* [PROBLEM]
A bare number is the expected answer: the count of lines in the data holding "獲得標高".

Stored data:
____

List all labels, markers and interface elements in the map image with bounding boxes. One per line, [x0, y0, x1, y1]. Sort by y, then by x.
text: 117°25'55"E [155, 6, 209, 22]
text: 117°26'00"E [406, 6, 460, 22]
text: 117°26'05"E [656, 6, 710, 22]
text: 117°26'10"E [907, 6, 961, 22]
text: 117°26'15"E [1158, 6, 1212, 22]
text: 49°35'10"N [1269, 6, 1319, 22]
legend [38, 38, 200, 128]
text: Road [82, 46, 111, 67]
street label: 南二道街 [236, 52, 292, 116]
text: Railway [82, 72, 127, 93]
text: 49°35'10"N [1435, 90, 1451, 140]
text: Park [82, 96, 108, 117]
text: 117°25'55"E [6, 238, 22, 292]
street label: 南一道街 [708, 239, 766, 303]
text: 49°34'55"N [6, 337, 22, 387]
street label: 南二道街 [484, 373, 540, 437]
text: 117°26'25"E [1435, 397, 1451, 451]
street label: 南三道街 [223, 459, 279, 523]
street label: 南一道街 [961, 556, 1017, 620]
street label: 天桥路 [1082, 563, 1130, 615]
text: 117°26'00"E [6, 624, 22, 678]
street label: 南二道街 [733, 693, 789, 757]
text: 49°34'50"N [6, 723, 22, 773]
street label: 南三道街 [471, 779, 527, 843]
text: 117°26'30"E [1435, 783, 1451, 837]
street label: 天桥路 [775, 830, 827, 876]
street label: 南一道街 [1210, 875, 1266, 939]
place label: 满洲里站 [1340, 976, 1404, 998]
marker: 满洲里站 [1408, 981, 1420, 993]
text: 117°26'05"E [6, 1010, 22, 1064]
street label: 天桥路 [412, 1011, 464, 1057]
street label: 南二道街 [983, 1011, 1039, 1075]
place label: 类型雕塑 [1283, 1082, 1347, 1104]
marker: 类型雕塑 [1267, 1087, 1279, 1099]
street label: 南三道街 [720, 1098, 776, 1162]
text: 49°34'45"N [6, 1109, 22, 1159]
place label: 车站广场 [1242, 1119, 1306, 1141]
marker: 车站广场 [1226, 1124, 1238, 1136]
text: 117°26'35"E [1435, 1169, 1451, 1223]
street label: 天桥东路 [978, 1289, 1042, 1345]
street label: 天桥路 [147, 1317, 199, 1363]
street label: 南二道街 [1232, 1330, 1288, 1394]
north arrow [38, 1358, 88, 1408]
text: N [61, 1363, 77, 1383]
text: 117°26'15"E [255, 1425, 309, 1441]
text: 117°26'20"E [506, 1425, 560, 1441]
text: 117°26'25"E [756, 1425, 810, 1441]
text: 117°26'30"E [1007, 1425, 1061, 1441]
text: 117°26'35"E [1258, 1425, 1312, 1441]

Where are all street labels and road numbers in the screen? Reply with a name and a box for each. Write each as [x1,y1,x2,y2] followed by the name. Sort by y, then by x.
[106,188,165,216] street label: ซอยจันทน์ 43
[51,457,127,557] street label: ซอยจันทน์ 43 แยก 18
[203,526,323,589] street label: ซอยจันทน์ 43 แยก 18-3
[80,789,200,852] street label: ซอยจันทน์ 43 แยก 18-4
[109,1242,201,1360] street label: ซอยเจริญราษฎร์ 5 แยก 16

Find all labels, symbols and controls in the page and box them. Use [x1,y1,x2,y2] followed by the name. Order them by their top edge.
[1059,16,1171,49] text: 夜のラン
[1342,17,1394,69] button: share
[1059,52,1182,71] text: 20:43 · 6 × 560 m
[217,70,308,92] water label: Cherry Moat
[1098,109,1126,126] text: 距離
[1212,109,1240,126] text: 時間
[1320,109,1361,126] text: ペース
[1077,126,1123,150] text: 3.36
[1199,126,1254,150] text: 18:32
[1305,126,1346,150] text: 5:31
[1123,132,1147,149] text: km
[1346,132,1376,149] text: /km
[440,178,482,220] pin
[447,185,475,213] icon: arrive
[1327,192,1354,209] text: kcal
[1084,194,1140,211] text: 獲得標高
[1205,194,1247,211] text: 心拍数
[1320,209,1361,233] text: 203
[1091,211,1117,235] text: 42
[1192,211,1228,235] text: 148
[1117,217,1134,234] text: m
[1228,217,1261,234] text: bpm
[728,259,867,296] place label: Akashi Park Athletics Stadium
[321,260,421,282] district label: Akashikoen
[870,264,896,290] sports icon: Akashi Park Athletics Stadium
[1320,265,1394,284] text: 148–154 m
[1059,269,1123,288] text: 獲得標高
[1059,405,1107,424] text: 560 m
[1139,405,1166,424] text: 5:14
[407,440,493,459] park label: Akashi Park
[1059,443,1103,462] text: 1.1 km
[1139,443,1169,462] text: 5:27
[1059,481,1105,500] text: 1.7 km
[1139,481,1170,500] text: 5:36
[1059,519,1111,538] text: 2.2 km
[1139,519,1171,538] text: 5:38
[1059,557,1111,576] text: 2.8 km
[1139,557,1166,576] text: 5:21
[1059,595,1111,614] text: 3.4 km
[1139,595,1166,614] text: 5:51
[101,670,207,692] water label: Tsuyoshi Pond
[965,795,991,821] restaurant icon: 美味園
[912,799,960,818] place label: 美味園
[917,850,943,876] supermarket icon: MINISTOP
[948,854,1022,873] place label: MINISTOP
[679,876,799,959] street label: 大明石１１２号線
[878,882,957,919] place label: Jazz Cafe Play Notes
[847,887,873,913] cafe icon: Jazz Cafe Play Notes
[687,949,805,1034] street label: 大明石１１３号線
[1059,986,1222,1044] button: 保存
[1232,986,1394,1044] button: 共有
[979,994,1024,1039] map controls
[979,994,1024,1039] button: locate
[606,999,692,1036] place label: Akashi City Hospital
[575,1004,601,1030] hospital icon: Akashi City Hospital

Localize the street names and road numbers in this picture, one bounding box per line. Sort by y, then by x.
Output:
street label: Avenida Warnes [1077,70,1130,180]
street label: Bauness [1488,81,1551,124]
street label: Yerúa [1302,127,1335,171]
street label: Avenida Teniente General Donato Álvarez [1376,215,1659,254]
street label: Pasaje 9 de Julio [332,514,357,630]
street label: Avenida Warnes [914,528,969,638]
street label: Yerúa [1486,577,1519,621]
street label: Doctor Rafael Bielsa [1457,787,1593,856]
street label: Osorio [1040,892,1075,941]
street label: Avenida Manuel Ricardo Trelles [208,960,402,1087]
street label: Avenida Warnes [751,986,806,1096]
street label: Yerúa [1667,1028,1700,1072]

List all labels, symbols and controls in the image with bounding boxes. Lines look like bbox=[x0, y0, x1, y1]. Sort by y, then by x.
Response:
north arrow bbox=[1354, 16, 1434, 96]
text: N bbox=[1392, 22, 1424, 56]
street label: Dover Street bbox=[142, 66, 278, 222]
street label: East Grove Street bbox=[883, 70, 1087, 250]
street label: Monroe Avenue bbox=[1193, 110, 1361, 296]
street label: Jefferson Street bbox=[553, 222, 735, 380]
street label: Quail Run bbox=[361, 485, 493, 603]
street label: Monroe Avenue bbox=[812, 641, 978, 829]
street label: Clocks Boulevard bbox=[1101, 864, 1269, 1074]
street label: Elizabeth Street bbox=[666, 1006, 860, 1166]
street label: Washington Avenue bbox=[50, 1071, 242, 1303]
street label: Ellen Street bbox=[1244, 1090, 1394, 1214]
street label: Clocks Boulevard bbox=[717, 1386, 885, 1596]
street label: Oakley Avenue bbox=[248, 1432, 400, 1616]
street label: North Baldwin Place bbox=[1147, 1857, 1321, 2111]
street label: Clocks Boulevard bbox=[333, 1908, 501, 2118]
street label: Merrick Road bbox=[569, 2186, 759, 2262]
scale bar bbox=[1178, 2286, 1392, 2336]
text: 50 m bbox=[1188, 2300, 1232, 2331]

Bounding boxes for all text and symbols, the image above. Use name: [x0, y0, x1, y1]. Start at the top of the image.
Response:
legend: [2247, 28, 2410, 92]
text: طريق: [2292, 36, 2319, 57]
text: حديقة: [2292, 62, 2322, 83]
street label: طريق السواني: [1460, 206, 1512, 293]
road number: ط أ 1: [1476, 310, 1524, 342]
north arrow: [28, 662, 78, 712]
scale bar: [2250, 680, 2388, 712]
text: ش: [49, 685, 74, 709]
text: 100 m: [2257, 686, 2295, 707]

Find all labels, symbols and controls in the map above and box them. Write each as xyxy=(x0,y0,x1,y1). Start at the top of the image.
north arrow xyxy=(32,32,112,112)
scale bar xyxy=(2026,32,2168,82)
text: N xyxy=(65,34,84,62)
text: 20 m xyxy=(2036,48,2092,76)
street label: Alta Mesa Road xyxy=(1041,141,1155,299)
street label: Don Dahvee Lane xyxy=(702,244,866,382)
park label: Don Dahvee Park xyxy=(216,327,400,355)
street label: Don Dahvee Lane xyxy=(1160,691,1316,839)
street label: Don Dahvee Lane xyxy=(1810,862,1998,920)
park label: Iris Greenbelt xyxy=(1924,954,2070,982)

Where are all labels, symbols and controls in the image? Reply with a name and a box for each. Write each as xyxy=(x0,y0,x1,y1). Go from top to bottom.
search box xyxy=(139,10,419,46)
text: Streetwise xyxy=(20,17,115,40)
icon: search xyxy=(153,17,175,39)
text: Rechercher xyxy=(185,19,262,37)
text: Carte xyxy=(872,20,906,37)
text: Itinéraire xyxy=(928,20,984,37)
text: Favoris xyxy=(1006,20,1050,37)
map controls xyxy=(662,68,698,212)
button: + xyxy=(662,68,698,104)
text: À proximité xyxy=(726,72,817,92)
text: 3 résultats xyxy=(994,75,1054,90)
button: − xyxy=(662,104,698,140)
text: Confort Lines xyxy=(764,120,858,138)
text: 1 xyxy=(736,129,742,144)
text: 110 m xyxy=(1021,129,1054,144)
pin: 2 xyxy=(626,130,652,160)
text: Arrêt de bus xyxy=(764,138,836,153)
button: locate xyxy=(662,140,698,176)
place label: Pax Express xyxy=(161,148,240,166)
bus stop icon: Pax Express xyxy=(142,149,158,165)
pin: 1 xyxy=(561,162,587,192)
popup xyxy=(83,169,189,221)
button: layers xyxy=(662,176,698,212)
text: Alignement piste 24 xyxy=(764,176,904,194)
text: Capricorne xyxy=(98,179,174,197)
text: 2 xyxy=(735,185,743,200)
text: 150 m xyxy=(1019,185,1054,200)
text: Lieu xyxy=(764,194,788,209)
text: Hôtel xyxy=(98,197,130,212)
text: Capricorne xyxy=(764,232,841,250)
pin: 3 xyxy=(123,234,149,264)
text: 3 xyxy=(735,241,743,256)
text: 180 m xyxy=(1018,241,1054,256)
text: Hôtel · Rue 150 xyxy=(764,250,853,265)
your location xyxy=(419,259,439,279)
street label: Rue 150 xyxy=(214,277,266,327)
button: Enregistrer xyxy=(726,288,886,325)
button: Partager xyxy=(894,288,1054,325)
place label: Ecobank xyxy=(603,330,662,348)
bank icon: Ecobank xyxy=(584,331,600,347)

____

* [SOLVED PROBLEM]
2